Stored data:
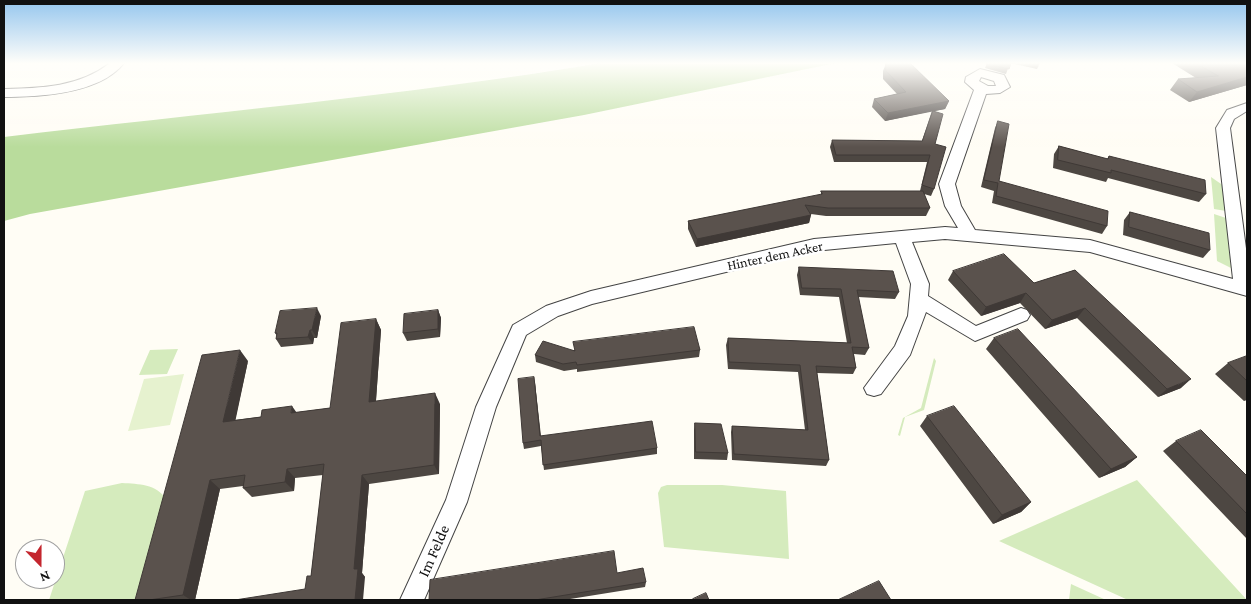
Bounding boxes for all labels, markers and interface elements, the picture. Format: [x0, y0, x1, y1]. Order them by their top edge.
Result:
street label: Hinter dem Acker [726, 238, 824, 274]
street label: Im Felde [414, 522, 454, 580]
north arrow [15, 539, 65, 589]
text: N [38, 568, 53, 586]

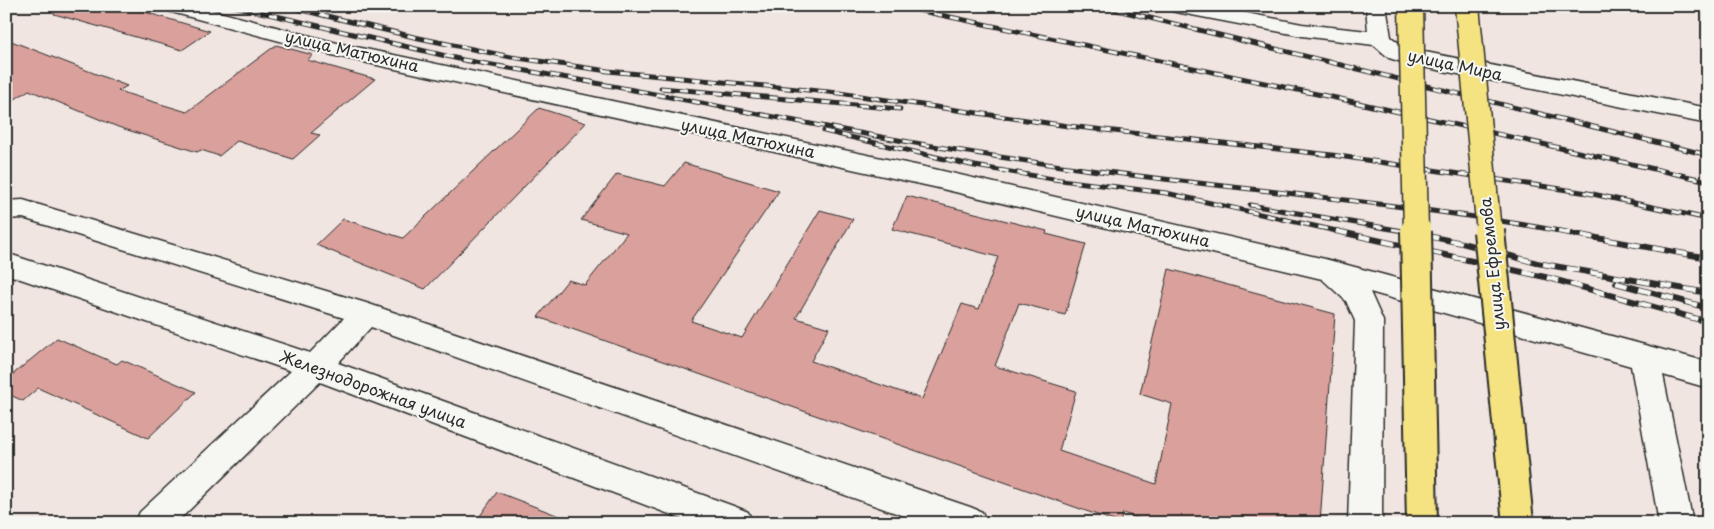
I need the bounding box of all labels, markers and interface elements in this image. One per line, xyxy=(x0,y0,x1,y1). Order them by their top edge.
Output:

Task objective:
Word for word, restate all of the entries above and leave each picture out.

Expected output:
Bounding boxes for all labels, markers and interface elements, the picture. Format: [x0, y0, x1, y1]. Order them by their top edge.
Result:
street label: Hinter dem Acker [726, 238, 824, 274]
street label: Im Felde [414, 522, 454, 580]
north arrow [15, 539, 65, 589]
text: N [38, 568, 53, 586]

I need the bounding box of all labels, markers and interface elements in this image. One per line, xyxy=(x0,y0,x1,y1). Order them by their top edge.
Output:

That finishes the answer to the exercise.